Pull from the data below each line where the word "filterUnits" occurs, and copy it.

-------

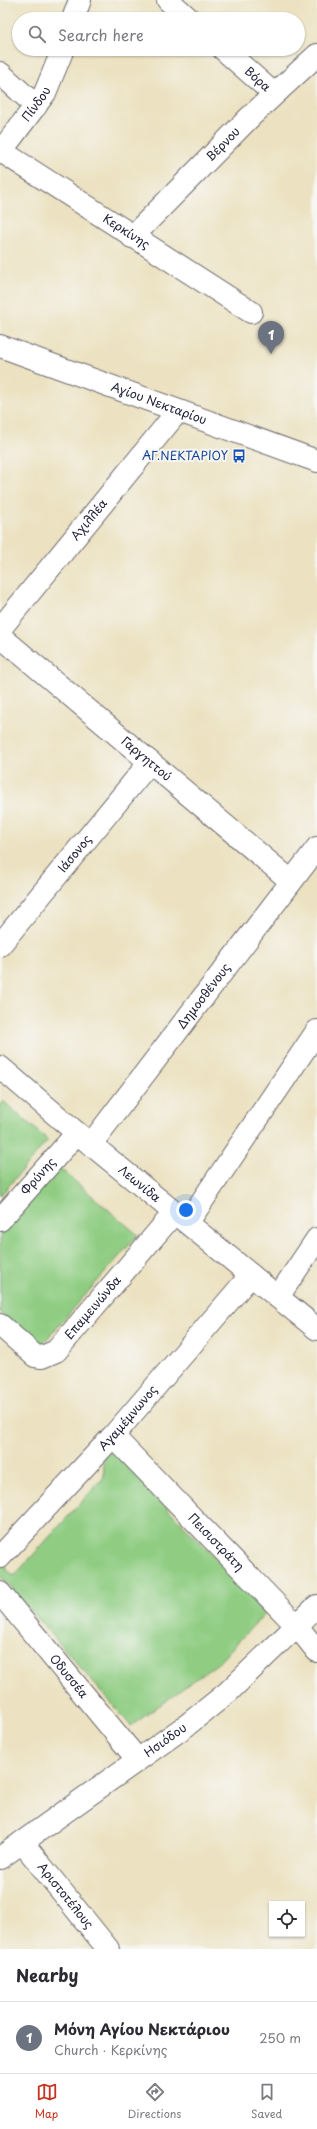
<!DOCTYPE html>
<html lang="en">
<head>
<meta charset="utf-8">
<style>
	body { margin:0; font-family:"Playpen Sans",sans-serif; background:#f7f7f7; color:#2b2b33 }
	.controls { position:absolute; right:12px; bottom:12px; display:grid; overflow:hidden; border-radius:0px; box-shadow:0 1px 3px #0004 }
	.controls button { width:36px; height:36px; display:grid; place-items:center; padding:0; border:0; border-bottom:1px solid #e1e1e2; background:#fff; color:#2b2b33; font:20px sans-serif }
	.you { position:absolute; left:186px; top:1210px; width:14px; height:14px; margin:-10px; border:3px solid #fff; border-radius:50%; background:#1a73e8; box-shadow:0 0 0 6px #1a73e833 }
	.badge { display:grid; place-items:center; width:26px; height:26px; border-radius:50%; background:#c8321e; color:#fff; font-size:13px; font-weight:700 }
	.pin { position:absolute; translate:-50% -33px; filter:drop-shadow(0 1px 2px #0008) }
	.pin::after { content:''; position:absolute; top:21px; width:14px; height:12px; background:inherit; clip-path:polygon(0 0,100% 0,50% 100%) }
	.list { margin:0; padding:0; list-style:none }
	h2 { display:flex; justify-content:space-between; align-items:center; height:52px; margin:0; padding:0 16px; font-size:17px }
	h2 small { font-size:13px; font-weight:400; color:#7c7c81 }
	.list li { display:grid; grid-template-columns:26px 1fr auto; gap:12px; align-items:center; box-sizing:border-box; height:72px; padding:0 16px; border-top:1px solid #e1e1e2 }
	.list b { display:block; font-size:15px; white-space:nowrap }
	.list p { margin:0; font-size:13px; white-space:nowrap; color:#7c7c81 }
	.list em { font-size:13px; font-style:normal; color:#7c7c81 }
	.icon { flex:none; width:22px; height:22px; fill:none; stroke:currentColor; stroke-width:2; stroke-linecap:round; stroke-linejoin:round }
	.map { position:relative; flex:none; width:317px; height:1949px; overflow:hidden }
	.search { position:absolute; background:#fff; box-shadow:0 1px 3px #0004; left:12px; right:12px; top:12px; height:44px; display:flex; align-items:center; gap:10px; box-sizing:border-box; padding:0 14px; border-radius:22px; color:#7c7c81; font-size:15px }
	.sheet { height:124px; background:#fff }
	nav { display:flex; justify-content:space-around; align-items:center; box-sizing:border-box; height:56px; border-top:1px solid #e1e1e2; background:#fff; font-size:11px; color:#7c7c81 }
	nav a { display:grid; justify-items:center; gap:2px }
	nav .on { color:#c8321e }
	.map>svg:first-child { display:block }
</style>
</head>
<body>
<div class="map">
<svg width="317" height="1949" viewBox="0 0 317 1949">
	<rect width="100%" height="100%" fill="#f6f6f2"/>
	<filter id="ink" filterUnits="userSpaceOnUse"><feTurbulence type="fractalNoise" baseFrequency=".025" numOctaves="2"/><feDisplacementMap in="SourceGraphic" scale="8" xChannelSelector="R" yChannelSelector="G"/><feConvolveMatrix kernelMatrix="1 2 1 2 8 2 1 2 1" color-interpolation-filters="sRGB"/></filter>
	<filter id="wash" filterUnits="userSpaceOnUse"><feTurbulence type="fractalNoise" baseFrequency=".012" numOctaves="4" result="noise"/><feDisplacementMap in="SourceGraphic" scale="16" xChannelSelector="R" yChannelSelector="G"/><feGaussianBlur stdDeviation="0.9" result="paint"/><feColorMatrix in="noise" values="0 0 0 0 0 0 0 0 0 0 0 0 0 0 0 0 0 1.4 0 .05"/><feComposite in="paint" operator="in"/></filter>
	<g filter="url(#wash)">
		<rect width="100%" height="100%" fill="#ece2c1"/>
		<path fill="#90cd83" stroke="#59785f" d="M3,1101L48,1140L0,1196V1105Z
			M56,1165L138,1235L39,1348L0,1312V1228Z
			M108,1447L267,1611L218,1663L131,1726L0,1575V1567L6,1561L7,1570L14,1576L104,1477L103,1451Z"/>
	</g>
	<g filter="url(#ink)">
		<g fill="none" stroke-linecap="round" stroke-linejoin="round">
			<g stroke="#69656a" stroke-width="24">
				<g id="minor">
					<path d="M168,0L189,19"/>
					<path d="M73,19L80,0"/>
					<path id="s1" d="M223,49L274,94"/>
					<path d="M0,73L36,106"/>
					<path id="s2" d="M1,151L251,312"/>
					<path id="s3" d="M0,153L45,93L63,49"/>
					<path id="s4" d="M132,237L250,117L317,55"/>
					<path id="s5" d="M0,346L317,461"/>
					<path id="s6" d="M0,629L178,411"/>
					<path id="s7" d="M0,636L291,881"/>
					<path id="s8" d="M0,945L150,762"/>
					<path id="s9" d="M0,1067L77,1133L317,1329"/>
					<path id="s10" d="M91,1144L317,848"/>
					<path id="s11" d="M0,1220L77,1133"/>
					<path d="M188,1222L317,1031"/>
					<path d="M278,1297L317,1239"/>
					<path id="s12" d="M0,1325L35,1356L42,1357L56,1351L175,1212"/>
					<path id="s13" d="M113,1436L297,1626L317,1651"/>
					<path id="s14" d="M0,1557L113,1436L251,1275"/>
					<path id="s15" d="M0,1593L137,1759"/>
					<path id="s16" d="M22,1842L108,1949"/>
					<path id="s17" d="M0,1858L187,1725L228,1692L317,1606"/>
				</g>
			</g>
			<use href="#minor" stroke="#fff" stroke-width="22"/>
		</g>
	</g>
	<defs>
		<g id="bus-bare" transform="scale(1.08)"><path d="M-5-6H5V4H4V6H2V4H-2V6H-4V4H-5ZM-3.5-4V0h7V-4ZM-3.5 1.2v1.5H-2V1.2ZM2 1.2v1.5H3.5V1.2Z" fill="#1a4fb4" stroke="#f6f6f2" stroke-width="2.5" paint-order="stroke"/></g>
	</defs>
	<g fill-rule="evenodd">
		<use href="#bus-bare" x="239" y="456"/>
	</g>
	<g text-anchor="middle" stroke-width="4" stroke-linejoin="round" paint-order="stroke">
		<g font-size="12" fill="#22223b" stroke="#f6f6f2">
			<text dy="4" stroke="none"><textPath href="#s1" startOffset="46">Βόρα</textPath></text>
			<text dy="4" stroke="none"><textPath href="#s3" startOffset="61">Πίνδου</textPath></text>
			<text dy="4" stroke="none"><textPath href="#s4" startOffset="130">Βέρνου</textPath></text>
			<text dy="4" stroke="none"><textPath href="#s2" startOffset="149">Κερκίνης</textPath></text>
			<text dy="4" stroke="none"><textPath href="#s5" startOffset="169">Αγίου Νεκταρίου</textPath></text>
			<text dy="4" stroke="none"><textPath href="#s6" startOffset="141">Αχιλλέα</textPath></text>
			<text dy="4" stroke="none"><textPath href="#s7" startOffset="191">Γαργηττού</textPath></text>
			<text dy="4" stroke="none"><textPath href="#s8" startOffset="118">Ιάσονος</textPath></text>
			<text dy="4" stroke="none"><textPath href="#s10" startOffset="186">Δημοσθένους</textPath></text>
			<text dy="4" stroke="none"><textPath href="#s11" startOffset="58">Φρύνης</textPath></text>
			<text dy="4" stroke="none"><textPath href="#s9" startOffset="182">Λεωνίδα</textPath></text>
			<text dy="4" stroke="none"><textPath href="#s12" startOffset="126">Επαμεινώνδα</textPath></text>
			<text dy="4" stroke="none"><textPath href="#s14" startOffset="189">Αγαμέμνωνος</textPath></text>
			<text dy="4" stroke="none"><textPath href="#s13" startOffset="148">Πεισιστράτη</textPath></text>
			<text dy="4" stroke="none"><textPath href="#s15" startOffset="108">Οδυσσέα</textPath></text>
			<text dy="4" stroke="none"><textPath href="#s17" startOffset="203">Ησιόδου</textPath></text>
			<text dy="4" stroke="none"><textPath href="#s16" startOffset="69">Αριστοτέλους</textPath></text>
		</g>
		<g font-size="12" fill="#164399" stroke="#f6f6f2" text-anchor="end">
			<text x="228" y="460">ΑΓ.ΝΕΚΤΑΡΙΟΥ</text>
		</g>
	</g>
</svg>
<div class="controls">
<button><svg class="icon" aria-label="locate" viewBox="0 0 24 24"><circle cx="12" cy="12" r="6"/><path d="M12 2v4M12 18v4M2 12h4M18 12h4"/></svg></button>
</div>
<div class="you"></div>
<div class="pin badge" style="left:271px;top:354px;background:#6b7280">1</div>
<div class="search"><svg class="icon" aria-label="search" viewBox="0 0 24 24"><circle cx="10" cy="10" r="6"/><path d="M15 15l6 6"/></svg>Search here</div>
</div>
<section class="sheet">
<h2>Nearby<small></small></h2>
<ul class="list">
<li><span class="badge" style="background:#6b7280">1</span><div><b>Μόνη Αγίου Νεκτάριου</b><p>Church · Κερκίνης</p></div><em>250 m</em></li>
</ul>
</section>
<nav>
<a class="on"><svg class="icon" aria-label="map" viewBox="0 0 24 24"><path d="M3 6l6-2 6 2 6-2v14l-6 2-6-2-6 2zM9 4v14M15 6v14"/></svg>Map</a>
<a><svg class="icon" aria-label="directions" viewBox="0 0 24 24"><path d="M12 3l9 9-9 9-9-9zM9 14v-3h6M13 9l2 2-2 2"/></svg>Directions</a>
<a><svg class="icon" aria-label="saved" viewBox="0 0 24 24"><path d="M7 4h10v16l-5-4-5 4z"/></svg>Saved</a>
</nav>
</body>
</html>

-------

YOUR RESPONSE
	<filter id="ink" filterUnits="userSpaceOnUse"><feTurbulence type="fractalNoise" baseFrequency=".025" numOctaves="2"/><feDisplacementMap in="SourceGraphic" scale="8" xChannelSelector="R" yChannelSelector="G"/><feConvolveMatrix kernelMatrix="1 2 1 2 8 2 1 2 1" color-interpolation-filters="sRGB"/></filter>
	<filter id="wash" filterUnits="userSpaceOnUse"><feTurbulence type="fractalNoise" baseFrequency=".012" numOctaves="4" result="noise"/><feDisplacementMap in="SourceGraphic" scale="16" xChannelSelector="R" yChannelSelector="G"/><feGaussianBlur stdDeviation="0.9" result="paint"/><feColorMatrix in="noise" values="0 0 0 0 0 0 0 0 0 0 0 0 0 0 0 0 0 1.4 0 .05"/><feComposite in="paint" operator="in"/></filter>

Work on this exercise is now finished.